**Your objective**:
Where in the entries below does "green" appear? Copy every line that has it.
↓
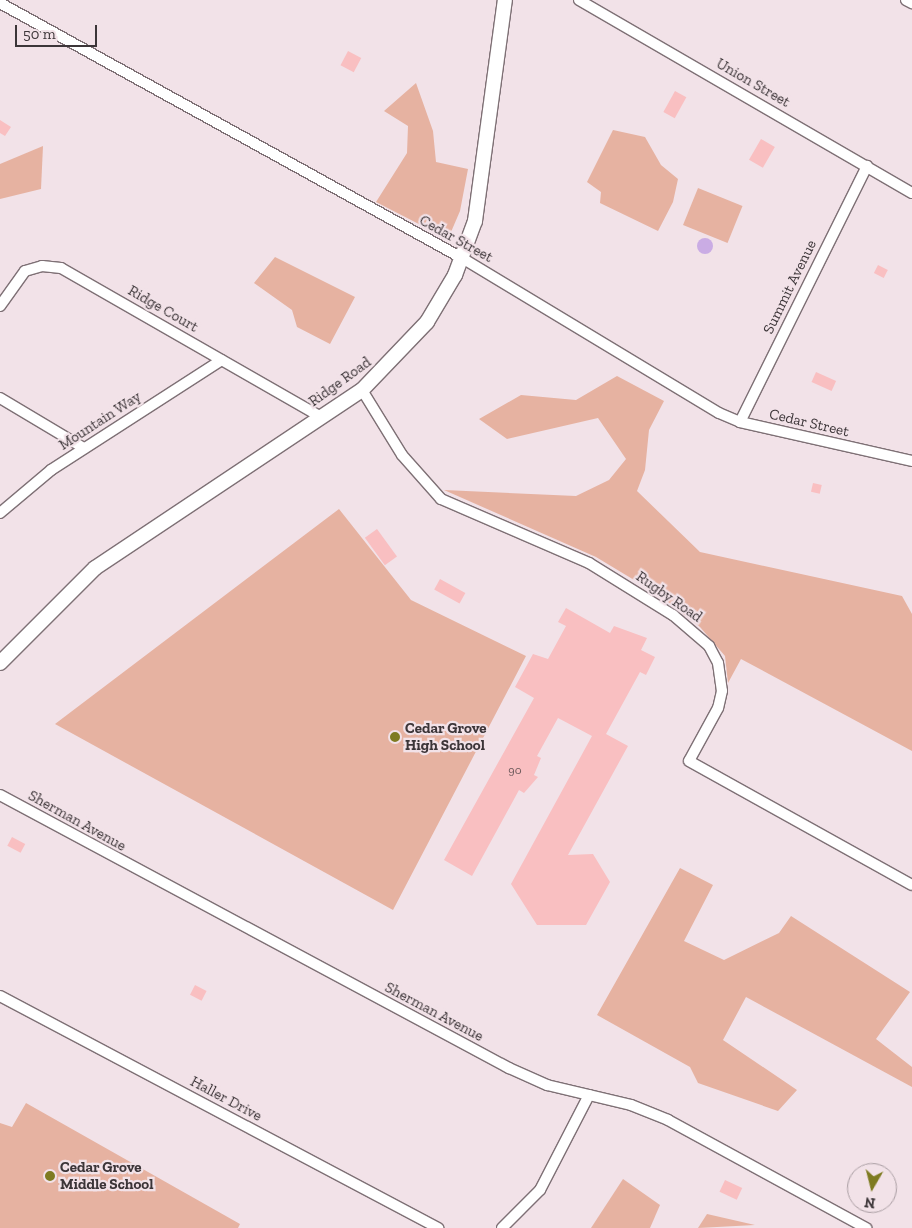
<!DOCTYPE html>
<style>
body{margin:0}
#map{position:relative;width:912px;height:1228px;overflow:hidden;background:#f2e2e8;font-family:"Zilla Slab",serif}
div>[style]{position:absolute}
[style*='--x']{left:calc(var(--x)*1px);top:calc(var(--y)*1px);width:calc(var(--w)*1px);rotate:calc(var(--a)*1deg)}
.green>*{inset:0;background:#e6b2a1;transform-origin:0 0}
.water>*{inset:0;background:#caace4}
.round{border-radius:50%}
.building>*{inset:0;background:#f9bfc1;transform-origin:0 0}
.roads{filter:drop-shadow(1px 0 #7e7075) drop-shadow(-1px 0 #7e7075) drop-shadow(0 1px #7e7075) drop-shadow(0 -1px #7e7075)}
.street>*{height:10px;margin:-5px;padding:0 5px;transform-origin:5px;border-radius:5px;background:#fff}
.secondary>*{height:14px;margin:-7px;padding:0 7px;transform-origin:7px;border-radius:7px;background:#fff}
.dots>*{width:14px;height:14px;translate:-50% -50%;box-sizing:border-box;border:2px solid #f2e2e8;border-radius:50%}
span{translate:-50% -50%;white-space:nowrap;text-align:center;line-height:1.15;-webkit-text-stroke:4.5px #f2e2e8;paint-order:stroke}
.number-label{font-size:12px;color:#6b585a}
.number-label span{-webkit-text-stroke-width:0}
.street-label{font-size:15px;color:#3c3538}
.poi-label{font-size:15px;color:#3c3538;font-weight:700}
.left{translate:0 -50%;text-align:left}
.north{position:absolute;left:847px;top:1163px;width:50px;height:50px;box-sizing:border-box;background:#f2e2e8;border:1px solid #a99da2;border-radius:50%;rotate:188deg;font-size:14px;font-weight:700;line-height:20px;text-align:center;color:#3c3538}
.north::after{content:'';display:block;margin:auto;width:18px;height:22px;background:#7e7b21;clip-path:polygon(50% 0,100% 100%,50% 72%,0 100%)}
.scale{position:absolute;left:15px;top:25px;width:82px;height:22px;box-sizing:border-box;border:2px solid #3c3538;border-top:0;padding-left:6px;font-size:15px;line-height:18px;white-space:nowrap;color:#3c3538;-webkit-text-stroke:4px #f2e2e8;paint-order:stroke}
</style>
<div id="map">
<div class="green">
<div style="clip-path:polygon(416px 83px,433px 131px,436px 162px,468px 169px,460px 211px,448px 239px,376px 202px,407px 153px,408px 126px,384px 111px)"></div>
<div style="clip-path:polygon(613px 130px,645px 137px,661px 165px,678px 179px,673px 202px,658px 231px,600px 203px,601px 192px,587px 182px)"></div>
<div style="clip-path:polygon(43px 146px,41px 189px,0 199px,0 164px)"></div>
<div style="left:698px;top:188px;width:48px;height:40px;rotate:22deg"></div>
<div style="clip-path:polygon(275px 257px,355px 297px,330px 344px,297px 327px,292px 310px,254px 283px)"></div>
<div style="clip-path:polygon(617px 376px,664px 401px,649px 430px,645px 470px,637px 491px,700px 552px,902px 596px,912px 614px,912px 751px,741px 659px,728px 683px,725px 656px,700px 627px,659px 595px,596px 557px,444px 490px,576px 496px,609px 480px,626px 459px,598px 418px,507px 439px,479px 419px,521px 395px,576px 400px)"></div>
<div style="clip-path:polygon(339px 509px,411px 600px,526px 656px,393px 910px,55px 724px)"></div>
<div style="clip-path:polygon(680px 868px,713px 885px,684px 941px,724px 960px,779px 933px,791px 916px,910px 992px,876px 1039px,912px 1067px,912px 1087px,746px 997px,723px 1040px,797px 1090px,778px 1111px,698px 1083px,690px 1067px,597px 1015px)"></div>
<div style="clip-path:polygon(26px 1103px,240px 1224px,238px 1228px,0 1228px,0 1123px,12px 1127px)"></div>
<div style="clip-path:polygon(623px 1179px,660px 1205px,650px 1228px,591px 1228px)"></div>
<div style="clip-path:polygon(707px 1214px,755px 1225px,698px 1228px)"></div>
</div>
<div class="water">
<div class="round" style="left:697px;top:238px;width:16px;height:16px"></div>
</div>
<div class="building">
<div style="left:348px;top:51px;width:15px;height:16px;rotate:28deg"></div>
<div style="left:675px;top:91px;width:13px;height:24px;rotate:29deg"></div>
<div style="clip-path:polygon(0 120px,11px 127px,5px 136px,0 133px)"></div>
<div style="left:761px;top:139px;width:16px;height:24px;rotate:30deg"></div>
<div style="left:878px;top:265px;width:11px;height:9px;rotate:27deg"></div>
<div style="left:816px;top:372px;width:22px;height:11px;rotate:24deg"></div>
<div style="left:813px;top:483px;width:9px;height:9px;rotate:13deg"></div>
<div style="left:377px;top:529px;width:34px;height:15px;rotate:54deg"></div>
<div style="left:440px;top:579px;width:29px;height:12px;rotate:29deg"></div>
<div style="clip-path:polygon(566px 608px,610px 633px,614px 626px,647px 638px,641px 650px,655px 657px,646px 675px,640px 672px,606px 734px,628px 746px,568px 855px,593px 854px,610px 882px,586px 925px,537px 925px,511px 884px,592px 736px,558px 718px,537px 756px,541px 758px,534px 775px,538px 777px,524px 793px,519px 790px,472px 876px,444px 860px,534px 698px,515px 687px,533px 654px,548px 659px,566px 626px,558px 622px)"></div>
<div style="left:12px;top:837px;width:15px;height:10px;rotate:28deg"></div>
<div style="left:195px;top:985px;width:13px;height:11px;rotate:27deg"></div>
<div style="left:725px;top:1180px;width:19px;height:13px;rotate:25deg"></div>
</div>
<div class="roads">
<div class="street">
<div style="--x:579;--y:0;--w:385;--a:30.1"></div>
<div style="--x:906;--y:0;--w:7;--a:27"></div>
<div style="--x:0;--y:3;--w:528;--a:28.9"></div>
<div style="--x:462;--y:258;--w:300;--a:31.1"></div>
<div style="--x:719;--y:413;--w:23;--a:23"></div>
<div style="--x:740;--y:422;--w:176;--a:12.8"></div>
<div style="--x:0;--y:306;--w:43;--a:-54.5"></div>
<div style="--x:25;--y:271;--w:18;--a:-16"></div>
<div style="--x:42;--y:266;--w:19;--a:6"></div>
<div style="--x:61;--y:268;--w:300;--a:29.8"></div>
<div style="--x:362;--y:390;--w:76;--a:58.4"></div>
<div style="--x:402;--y:455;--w:59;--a:48.4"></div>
<div style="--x:441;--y:499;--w:161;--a:23.4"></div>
<div style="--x:589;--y:563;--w:99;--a:31.8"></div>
<div style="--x:673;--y:615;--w:48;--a:40.7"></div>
<div style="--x:709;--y:646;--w:19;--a:62"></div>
<div style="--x:718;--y:663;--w:28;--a:82"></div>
<div style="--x:722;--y:691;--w:17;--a:103"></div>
<div style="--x:718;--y:708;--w:60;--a:118.7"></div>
<div style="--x:689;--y:761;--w:255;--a:29.1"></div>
<div style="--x:0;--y:398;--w:98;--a:30.8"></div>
<div style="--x:740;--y:422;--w:286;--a:-63.6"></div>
<div style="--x:0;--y:513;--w:67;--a:-40.1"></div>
<div style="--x:51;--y:470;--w:203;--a:-32.8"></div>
<div style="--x:0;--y:795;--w:578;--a:28.21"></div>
<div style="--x:509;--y:1068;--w:42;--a:24.1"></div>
<div style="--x:547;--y:1085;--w:86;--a:13.4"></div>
<div style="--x:631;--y:1105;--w:40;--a:22"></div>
<div style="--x:668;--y:1120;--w:226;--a:28.6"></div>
<div style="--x:0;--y:996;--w:496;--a:27.9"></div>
<div style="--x:502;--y:1228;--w:54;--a:-45"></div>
<div style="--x:540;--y:1190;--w:107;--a:-62.7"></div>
</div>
<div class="secondary">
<div style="--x:0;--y:663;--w:134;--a:-45"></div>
<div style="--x:95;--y:568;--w:321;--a:-33.7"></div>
<div style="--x:362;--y:390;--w:94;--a:-46.3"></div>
<div style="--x:427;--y:322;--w:55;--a:-59.2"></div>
<div style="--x:455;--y:275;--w:58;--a:-69.7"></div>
<div style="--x:475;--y:221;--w:223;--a:-82.3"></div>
</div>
</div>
<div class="dots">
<div style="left:395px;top:737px;background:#7e7b21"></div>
<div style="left:50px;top:1176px;background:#7e7b21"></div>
</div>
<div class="number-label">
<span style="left:515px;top:771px">90</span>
</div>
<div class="street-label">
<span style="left:753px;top:83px;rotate:30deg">Union Street</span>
<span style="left:456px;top:239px;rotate:29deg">Cedar Street</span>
<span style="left:790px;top:287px;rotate:-64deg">Summit Avenue</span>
<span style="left:163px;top:309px;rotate:30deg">Ridge Court</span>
<span style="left:340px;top:382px;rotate:-36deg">Ridge Road</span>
<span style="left:100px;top:421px;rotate:-33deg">Mountain Way</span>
<span style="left:809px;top:423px;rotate:13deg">Cedar Street</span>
<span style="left:669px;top:597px;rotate:35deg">Rugby Road</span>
<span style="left:77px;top:821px;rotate:29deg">Sherman Avenue</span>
<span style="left:434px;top:1012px;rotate:28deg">Sherman Avenue</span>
<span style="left:226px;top:1099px;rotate:28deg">Haller Drive</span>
</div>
<div class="poi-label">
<span class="left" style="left:405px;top:737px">Cedar Grove<br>High School</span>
<span class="left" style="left:60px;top:1176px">Cedar Grove<br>Middle School</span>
</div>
<div class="north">N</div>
<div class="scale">50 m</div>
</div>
↑
**Solution below**:
.green>*{inset:0;background:#e6b2a1;transform-origin:0 0}
<div class="green">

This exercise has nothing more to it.